None of this would matter much if adoption were still at the enthusiast stage. But it isn't. Gartner estimates that 60% of all new code will be AI-generated by 2026. Stanford's AI Index recorded a 56% rise in AI-related incidents in a single year. The AI Incident Database logged a hundred discrete cases in just three months of 2025.
We're not yet in a position to draw a clean trend line specifically for vibe-coded systems, the tools are simply too new. But the named cases are accumulating: Replit, Tea App, Base44. And the underlying conditions, high vulnerability rates, thin engineering oversight, rapidly growing adoption, suggest the question isn't really whether serious incidents will become more common. It's how long before they become hard to ignore.
How we think about the decision
When someone asks us whether a vibe tool is appropriate for operational use, there are a few questions worth working through honestly:
Is the data irreplaceable? If yes, you need backup, schema versioning, migration controls, and a tested restore process before anything goes live.
Are there contracts, SLAs, or regulatory obligations involved? If so, you need audit defensibility, proper logging, documentation, and infrastructure you actually understand.
Who is responsible for maintenance after launch, and what else are they supposed to be doing? If maintenance competes with mission-critical work, it will, eventually, win.
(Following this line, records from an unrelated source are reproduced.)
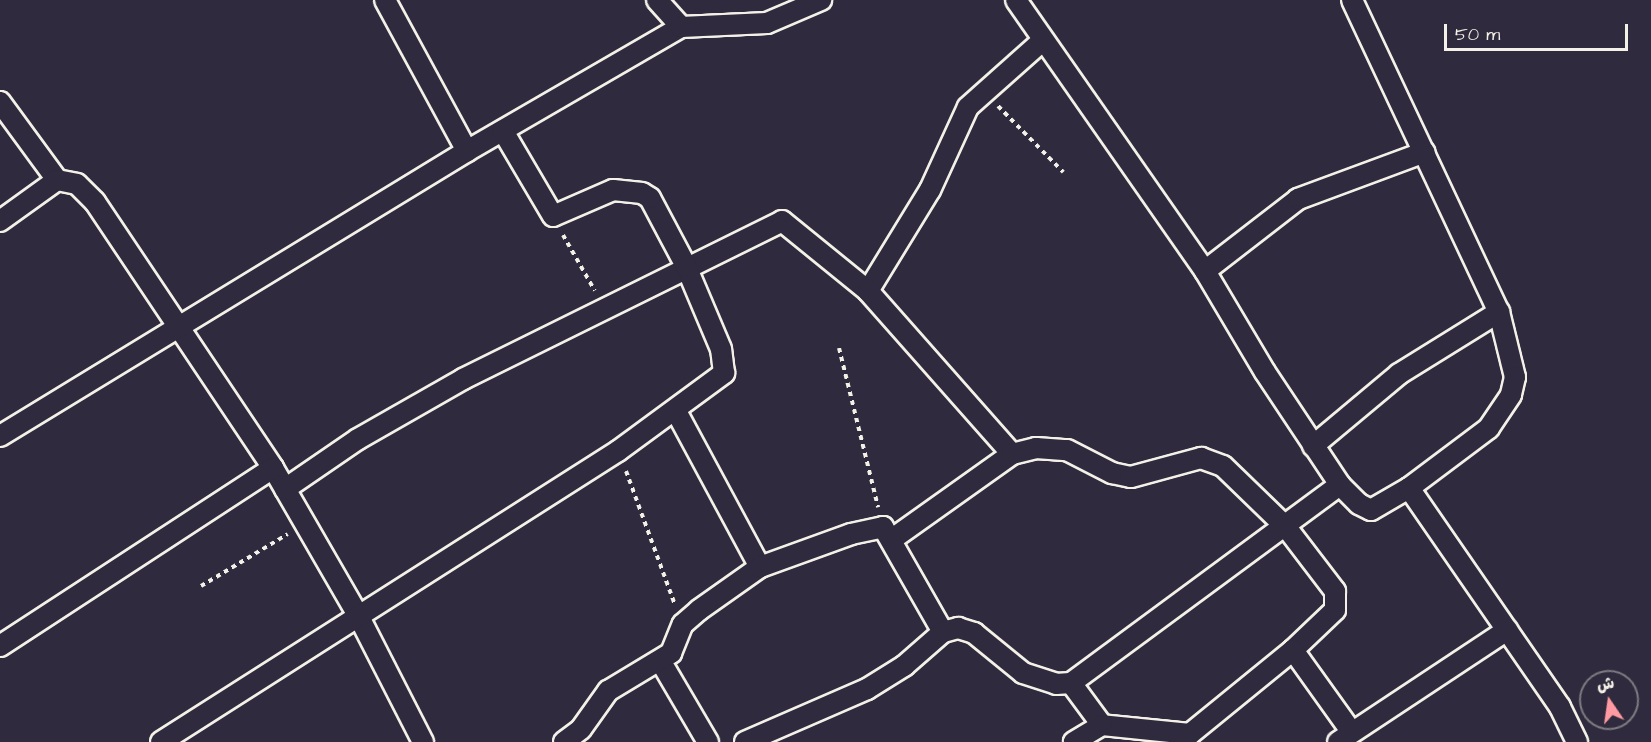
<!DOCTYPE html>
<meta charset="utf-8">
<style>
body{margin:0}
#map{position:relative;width:1651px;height:742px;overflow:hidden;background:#2f2a3d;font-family:"Architects Daughter","Playpen Sans Arabic",sans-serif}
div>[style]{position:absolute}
.path>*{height:4px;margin-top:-2px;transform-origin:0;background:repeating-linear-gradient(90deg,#f4f1e8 0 4.5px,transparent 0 9px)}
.roads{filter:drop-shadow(2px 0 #f4f1e8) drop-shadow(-2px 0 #f4f1e8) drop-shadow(0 2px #f4f1e8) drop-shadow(0 -2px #f4f1e8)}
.street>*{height:20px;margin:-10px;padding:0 10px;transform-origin:10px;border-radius:10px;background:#2f2a3d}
span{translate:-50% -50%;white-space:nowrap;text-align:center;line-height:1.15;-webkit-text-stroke:5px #2f2a3d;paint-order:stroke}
.north{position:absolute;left:1579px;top:670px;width:60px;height:60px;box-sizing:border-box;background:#2f2a3d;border:2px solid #7e7a81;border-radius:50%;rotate:347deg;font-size:16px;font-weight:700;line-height:24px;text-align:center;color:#f4f1e8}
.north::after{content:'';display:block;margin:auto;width:21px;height:27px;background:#ff9aa2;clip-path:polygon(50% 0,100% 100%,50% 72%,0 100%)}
.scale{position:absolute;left:1444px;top:24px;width:184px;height:27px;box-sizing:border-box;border:3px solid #f4f1e8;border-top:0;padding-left:8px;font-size:18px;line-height:21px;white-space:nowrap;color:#f4f1e8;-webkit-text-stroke:4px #2f2a3d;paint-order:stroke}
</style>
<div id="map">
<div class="path">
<div style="left:998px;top:106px;width:93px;rotate:45.4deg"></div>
<div style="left:563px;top:235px;width:64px;rotate:60.3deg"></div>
<div style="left:839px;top:348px;width:164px;rotate:76.2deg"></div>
<div style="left:626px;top:471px;width:140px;rotate:69.9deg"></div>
<div style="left:201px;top:586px;width:101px;rotate:-30.9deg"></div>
</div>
<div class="roads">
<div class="street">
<div style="left:385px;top:0;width:172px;rotate:61.5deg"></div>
<div style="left:657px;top:0;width:36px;rotate:48deg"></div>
<div style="left:1016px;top:0;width:330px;rotate:55.1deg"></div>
<div style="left:1205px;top:271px;width:117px;rotate:59.3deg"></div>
<div style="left:1265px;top:372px;width:136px;rotate:56.4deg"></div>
<div style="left:1340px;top:485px;width:27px;rotate:45deg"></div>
<div style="left:1359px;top:504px;width:13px;rotate:27deg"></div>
<div style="left:1371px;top:510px;width:44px;rotate:-30.1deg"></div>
<div style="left:1352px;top:0;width:345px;rotate:64.8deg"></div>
<div style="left:1499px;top:312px;width:67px;rotate:76.2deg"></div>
<div style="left:1515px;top:377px;width:18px;rotate:103deg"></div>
<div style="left:1511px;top:395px;width:40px;rotate:124deg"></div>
<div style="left:1489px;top:428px;width:100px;rotate:143.1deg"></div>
<div style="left:1409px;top:488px;width:266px;rotate:55.4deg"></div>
<div style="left:1560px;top:707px;width:39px;rotate:64deg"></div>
<div style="left:0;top:102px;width:97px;rotate:53.8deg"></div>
<div style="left:0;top:221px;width:70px;rotate:-35.7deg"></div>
<div style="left:57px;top:180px;width:20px;rotate:11deg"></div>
<div style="left:77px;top:184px;width:25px;rotate:45deg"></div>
<div style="left:95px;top:202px;width:320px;rotate:56.2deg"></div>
<div style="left:273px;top:468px;width:170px;rotate:60deg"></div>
<div style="left:358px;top:615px;width:143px;rotate:62.9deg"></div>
<div style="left:1205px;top:271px;width:118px;rotate:-37.7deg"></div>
<div style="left:1298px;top:199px;width:135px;rotate:-20.3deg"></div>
<div style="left:868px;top:291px;width:119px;rotate:-58.5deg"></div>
<div style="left:930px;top:190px;width:91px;rotate:-65.4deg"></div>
<div style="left:968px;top:107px;width:99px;rotate:-41.7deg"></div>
<div style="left:676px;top:411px;width:177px;rotate:61.7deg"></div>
<div style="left:0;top:436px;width:547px;rotate:-31.39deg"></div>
<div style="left:467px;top:151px;width:247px;rotate:-30.1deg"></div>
<div style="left:681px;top:27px;width:86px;rotate:-2.7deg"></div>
<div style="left:767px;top:23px;width:59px;rotate:-23.1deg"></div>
<div style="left:1313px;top:446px;width:112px;rotate:-39.9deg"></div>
<div style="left:1399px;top:374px;width:118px;rotate:-31.8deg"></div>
<div style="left:285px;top:489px;width:88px;rotate:-34.4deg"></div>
<div style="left:358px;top:439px;width:121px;rotate:-29.7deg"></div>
<div style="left:463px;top:379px;width:356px;rotate:-26.3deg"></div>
<div style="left:782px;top:221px;width:111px;rotate:39.1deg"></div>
<div style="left:868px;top:291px;width:217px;rotate:48.5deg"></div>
<div style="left:891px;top:540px;width:148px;rotate:-35.4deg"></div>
<div style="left:1012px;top:454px;width:25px;rotate:-14deg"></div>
<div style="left:1036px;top:448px;width:31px;rotate:4deg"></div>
<div style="left:1067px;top:450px;width:51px;rotate:27.1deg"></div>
<div style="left:1112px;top:473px;width:19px;rotate:12deg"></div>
<div style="left:1131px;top:477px;width:73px;rotate:-15.2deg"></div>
<div style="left:1201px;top:458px;width:23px;rotate:20deg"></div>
<div style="left:1223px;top:466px;width:88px;rotate:44.1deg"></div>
<div style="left:1286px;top:527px;width:81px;rotate:52.6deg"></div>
<div style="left:1335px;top:591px;width:19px;rotate:90deg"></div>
<div style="left:1335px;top:610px;width:58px;rotate:136.4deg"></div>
<div style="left:1293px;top:650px;width:133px;rotate:140.8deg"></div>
<div style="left:1190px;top:734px;width:88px;rotate:-174.2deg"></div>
<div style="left:0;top:646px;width:326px;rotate:-33.1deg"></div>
<div style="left:1293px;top:650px;width:100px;rotate:54.4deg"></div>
<div style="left:661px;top:662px;width:93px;rotate:59.6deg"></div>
<div style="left:1071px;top:683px;width:52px;rotate:53.6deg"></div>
<div style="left:1102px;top:725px;width:33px;rotate:149deg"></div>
<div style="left:161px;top:742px;width:542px;rotate:-32.49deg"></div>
<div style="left:618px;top:451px;width:132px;rotate:-36.3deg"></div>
<div style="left:724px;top:373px;width:24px;rotate:-97deg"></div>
<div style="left:721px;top:349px;width:90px;rotate:-112.9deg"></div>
<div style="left:686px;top:266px;width:77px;rotate:-117.9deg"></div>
<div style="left:650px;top:198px;width:9px;rotate:-148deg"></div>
<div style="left:642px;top:193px;width:29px;rotate:-174deg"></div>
<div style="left:613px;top:190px;width:65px;rotate:156.6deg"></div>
<div style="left:553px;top:216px;width:99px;rotate:-120.5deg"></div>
<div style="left:564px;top:742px;width:21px;rotate:-37deg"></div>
<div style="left:581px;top:729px;width:47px;rotate:-54.6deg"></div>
<div style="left:608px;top:691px;width:74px;rotate:-31.1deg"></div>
<div style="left:671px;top:653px;width:31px;rotate:-68deg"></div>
<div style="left:683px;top:624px;width:21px;rotate:-41deg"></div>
<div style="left:699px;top:610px;width:75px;rotate:-35.2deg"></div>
<div style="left:760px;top:567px;width:97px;rotate:-19.9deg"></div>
<div style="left:851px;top:534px;width:33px;rotate:-12deg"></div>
<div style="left:883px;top:527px;width:121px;rotate:60.3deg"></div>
<div style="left:745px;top:742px;width:133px;rotate:-23.5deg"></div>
<div style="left:867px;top:689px;width:44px;rotate:-31.9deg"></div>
<div style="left:904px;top:666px;width:52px;rotate:-41.1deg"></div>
<div style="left:943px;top:632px;width:16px;rotate:-15deg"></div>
<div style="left:958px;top:628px;width:17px;rotate:17deg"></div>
<div style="left:974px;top:633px;width:63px;rotate:39.2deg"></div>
<div style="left:1023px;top:673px;width:35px;rotate:18deg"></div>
<div style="left:1056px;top:684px;width:15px;rotate:-4deg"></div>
<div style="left:1071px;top:683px;width:334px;rotate:-36.4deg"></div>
<div style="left:1338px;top:742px;width:203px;rotate:-33.5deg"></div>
</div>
</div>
<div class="north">ش</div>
<div class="scale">50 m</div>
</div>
Is this likely to become load-bearing within the next twelve months? If so, it's probably worth building for what it needs to become rather than what it is today. Retrofitting production standards onto a prototype is almost always more expensive than designing them in.
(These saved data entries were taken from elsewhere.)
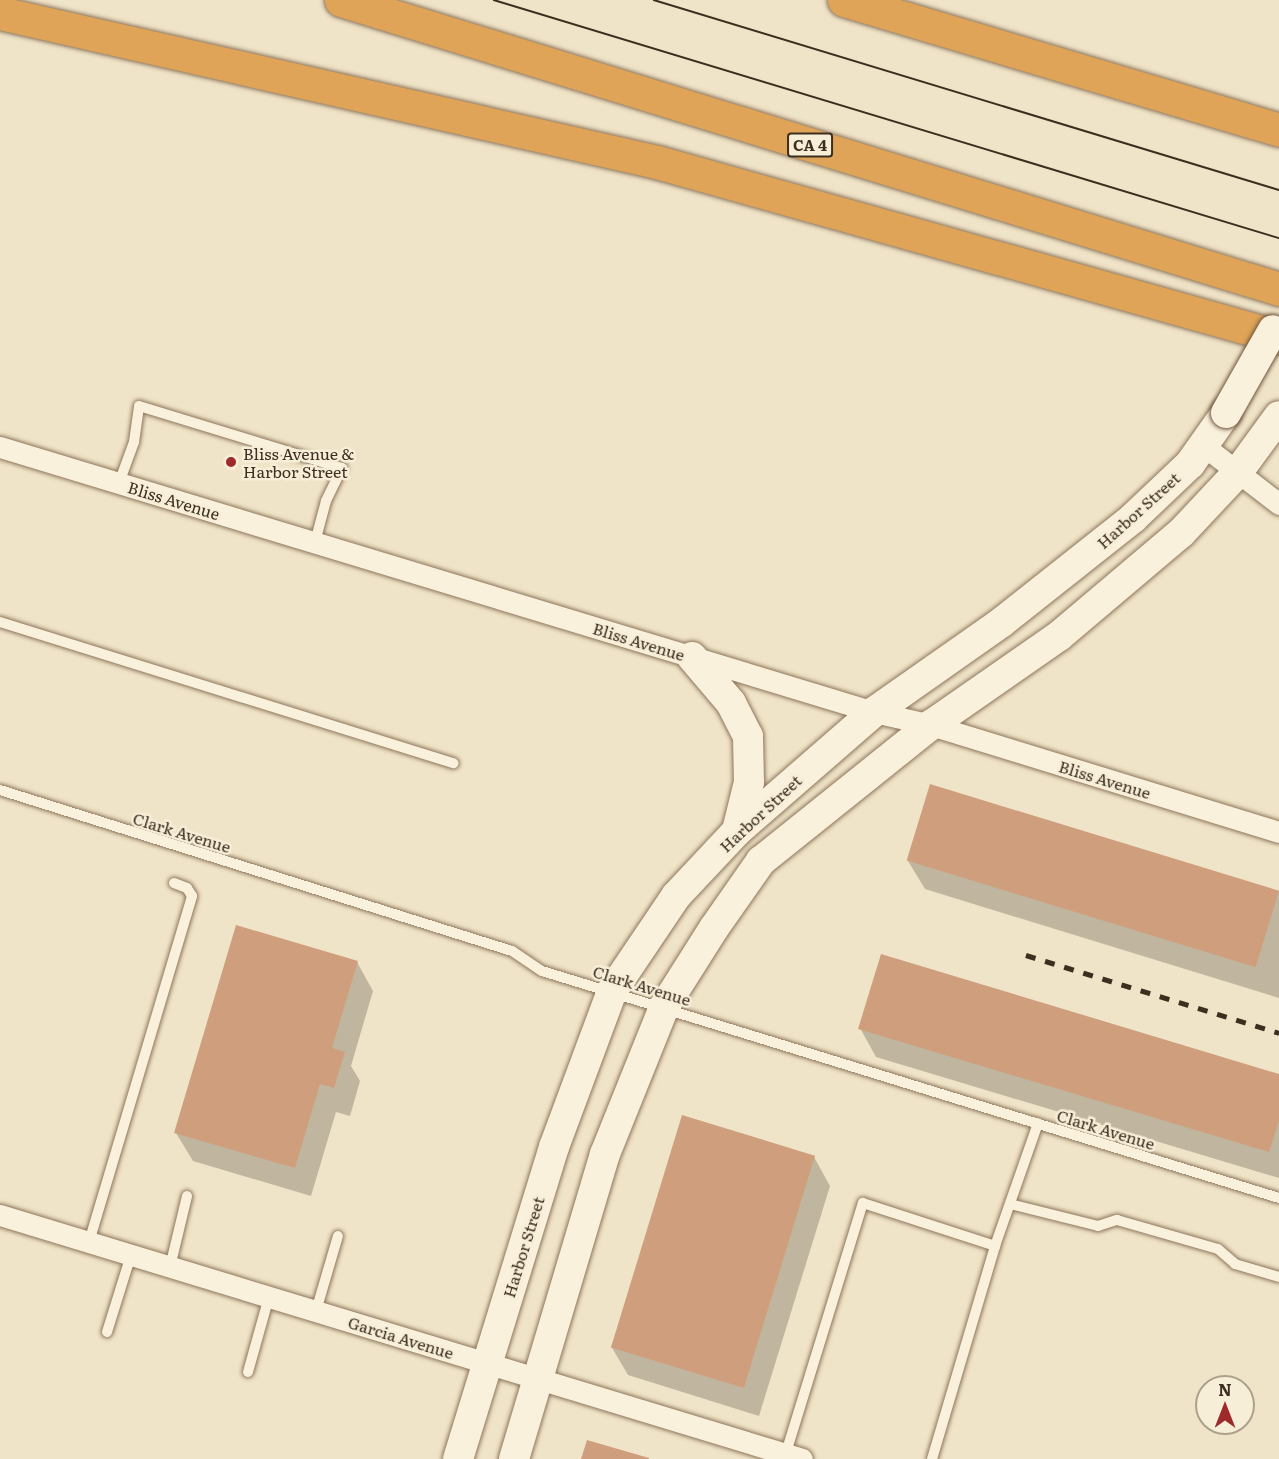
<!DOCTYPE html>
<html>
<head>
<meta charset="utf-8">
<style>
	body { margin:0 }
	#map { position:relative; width:1279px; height:1459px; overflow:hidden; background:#f0e4c8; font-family:Literata,serif }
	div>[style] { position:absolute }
	.shadow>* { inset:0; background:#0003 }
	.building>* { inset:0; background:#cf9f7d; transform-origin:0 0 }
	.roads { filter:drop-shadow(0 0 2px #8d765c) drop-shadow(0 0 2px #8d765c) }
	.lane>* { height:10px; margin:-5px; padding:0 5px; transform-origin:5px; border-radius:5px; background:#faf1dc }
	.street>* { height:21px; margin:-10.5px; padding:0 10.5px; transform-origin:10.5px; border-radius:10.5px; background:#faf1dc }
	.secondary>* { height:30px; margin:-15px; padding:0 15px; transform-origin:15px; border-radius:15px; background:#faf1dc }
	.highway>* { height:33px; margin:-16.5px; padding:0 16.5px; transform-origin:16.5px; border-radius:16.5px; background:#e0a458 }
	.tram>* { height:1.5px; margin:-0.75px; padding:0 0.75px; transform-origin:0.75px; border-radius:0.75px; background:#3d2e20 }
	.rail>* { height:4.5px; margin-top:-2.25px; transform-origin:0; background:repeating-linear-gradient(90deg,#3d2e20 0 10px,transparent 0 20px) }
	.bridges { filter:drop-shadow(0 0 2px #6f573f) drop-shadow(0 0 2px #6f573f) }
	.secondary-bridge>* { height:30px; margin:-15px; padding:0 15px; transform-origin:15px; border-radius:15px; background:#faf1dc }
	.dots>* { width:16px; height:16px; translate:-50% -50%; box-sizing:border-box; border:3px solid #f7eed8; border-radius:50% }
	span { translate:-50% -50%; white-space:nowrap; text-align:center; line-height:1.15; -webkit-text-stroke:5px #f7eed8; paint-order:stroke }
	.shield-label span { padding:2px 4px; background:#f7eed8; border:2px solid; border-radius:4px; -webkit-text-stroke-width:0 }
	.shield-label { font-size:15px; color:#3d2e20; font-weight:700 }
	.poi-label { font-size:16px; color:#3d2e20 }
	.left { translate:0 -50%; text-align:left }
	.street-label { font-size:16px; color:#3d2e20 }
	.north { position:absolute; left:1195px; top:1375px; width:60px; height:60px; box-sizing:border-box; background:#f7eed8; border:2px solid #ada18e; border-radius:50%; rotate:0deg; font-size:16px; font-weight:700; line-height:24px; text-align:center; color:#3d2e20 }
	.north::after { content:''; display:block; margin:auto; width:21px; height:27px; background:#9e2a2b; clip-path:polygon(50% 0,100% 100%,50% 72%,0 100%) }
</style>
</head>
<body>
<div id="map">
	<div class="shadow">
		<div style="clip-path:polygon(908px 861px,1279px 892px,1279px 998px,925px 889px)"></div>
		<div style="clip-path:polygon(357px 962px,373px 991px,351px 1066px,360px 1081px,350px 1116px,336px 1112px,311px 1196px,193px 1161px,176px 1133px)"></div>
		<div style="clip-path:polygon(860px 1028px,1279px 1076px,1279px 1178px,876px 1057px)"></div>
		<div style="clip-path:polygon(814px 1157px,830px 1186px,759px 1416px,628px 1375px,611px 1346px)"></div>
	</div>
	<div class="building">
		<div style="left:930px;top:784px;width:365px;height:80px;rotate:17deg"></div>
		<div style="clip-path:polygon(236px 925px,358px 961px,332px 1048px,345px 1052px,334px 1088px,320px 1084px,295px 1168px,174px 1133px)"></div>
		<div style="clip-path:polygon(881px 954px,1279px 1074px,1279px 1121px,1269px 1152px,858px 1029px)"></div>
		<div style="left:682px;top:1115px;width:139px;height:243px;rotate:17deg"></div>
		<div style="clip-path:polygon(587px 1440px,649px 1458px,649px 1459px,581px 1459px)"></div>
	</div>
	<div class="roads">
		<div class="lane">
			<div style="left:119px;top:483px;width:44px;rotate:-69.9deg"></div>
			<div style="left:134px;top:442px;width:36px;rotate:-82deg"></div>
			<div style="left:139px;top:406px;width:212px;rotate:17deg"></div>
			<div style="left:342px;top:468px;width:37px;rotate:116deg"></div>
			<div style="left:326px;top:501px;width:42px;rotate:105deg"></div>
			<div style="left:0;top:622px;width:475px;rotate:17.3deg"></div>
			<div style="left:0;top:790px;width:537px;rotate:17.46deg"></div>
			<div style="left:512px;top:951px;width:36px;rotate:34deg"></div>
			<div style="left:542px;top:971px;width:771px;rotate:17.12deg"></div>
			<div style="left:1010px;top:1204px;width:91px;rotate:14deg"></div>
			<div style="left:1098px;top:1226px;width:20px;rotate:-18deg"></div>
			<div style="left:1117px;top:1220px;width:105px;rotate:16deg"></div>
			<div style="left:1218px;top:1249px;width:23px;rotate:41deg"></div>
			<div style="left:1235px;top:1264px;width:46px;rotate:16.5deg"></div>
			<div style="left:89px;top:1242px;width:361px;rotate:-73.4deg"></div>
			<div style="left:192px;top:896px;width:9px;rotate:-122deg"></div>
			<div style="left:187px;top:888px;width:14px;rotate:-159deg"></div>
			<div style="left:170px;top:1267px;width:73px;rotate:-76.5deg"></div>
			<div style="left:316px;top:1311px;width:78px;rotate:-73.7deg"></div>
			<div style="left:107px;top:1332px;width:81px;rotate:-72.7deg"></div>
			<div style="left:248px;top:1372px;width:78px;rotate:-74.4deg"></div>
			<div style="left:785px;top:1456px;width:265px;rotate:-72.9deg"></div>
			<div style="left:863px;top:1203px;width:139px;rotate:18deg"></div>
			<div style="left:932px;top:1459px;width:222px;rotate:-73.5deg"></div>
			<div style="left:995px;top:1246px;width:130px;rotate:-70.7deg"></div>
		</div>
		<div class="street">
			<div style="left:1204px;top:446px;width:95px;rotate:37.7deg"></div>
			<div style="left:0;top:447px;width:913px;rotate:16.87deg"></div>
			<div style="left:874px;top:712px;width:58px;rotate:12.8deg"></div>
			<div style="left:931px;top:725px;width:364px;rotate:17.1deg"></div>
			<div style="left:0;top:1215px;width:838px;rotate:16.92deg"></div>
		</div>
		<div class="secondary">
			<div style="left:692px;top:657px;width:60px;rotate:49.7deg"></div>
			<div style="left:731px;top:703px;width:37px;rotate:63deg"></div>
			<div style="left:748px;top:736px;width:46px;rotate:88.8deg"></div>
			<div style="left:749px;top:782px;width:50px;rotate:103.8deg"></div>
			<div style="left:458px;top:1459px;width:326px;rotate:-72.9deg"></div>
			<div style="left:554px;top:1147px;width:166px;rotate:-69.6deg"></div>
			<div style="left:612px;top:991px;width:115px;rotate:-56deg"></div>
			<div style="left:676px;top:896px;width:89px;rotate:-46.8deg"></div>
			<div style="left:737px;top:831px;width:181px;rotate:-41deg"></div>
			<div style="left:874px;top:712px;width:156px;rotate:-35.1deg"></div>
			<div style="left:1002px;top:622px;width:167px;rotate:-38.4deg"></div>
			<div style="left:1133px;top:518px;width:79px;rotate:-43.5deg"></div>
			<div style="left:1190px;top:464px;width:62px;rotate:-54.8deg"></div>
			<div style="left:514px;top:1459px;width:318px;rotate:-73.4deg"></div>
			<div style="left:605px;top:1154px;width:158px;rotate:-68.1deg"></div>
			<div style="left:664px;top:1007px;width:93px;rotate:-57.7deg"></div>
			<div style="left:714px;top:928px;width:82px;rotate:-55deg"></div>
			<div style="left:761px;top:861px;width:218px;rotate:-38.7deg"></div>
			<div style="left:931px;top:725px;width:156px;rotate:-34.8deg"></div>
			<div style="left:1059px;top:636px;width:160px;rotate:-40.2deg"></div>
			<div style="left:1181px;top:533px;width:83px;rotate:-46.9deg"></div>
			<div style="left:1238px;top:472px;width:69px;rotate:-53.8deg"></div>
		</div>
		<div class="highway">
			<div style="left:341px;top:0;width:982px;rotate:17.12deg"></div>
			<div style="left:844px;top:0;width:454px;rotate:16.6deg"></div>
			<div style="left:0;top:13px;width:674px;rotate:12.78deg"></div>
			<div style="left:657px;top:162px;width:646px;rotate:15.71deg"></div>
		</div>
	</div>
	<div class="tram">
		<div style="left:494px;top:0;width:820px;rotate:16.87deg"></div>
		<div style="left:654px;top:0;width:653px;rotate:16.91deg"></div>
	</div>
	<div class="rail">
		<div style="left:1026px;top:955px;width:265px;rotate:17.1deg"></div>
	</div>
	<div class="bridges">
		<div class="secondary-bridge">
			<div style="left:1226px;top:413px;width:95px;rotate:-60.5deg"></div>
		</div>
	</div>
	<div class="dots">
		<div style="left:231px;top:462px;background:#9e2a2b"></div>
	</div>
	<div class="shield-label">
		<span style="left:810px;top:145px">CA 4</span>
	</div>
	<div class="poi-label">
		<span class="left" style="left:243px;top:462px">Bliss Avenue &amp;<br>Harbor Street</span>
	</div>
	<div class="street-label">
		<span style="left:174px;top:500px;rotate:17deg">Bliss Avenue</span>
		<span style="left:1138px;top:510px;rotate:-42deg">Harbor Street</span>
		<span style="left:639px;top:641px;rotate:17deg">Bliss Avenue</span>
		<span style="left:1105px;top:779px;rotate:17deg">Bliss Avenue</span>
		<span style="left:760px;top:813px;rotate:-43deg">Harbor Street</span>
		<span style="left:182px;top:832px;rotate:17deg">Clark Avenue</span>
		<span style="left:642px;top:985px;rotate:17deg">Clark Avenue</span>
		<span style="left:1106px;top:1129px;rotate:17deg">Clark Avenue</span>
		<span style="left:523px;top:1247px;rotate:-73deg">Harbor Street</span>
		<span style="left:401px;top:1337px;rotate:17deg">Garcia Avenue</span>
	</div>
	<div class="north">N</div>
</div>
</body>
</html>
The practical spectrum as we see it:
Vibe tools are excellent for discovery, validation, and rapid prototyping. That's the use case they're designed for, and they're genuinely good at it.
Low-code internal tools (Airtable, Power Apps and the like) are reasonable for contained internal workflows, provided there's clear ownership and the stakes of failure are low.
Agentic coding with engineering discipline (Claude Code, Cursor) is increasingly capable of producing production-grade output, provided the person reviewing the code actually understands the implications of what's been generated.
Full production builds remain the right answer for anything mission-critical, externally facing, or operating under regulatory or contractual obligations.
The core question isn't really about the tool. It's about the level of risk you're willing to carry, and whether you've thought through what happens when something goes wrong.
What we're doing
At Great Yellow, we're building a data platform to help scale regenerative land use in the UK. The data we handle matters, to the landowners using it, to the long-term carbon and biodiversity contracts it underpins, and to the scientific record. It's not the kind of thing we'd want to have to explain losing.
We use vibe coding tools actively, for prototyping, customer co-design, testing ideas before committing to them. They've genuinely changed how we work, and we'd recommend them for that.
But we've chosen to engineer our production platform properly. Partly because of the data we're responsible for. Partly because we've seen what happens when the engineering is absent. And partly because we think it's what our customers, many of whom are considering whether to build something themselves or work with us, deserve to see from a platform provider.
The landscape will keep moving. The tools will get better. The line between prototype and production quality will blur further, and that's probably a good thing. But for now, we're clear about where our line sits.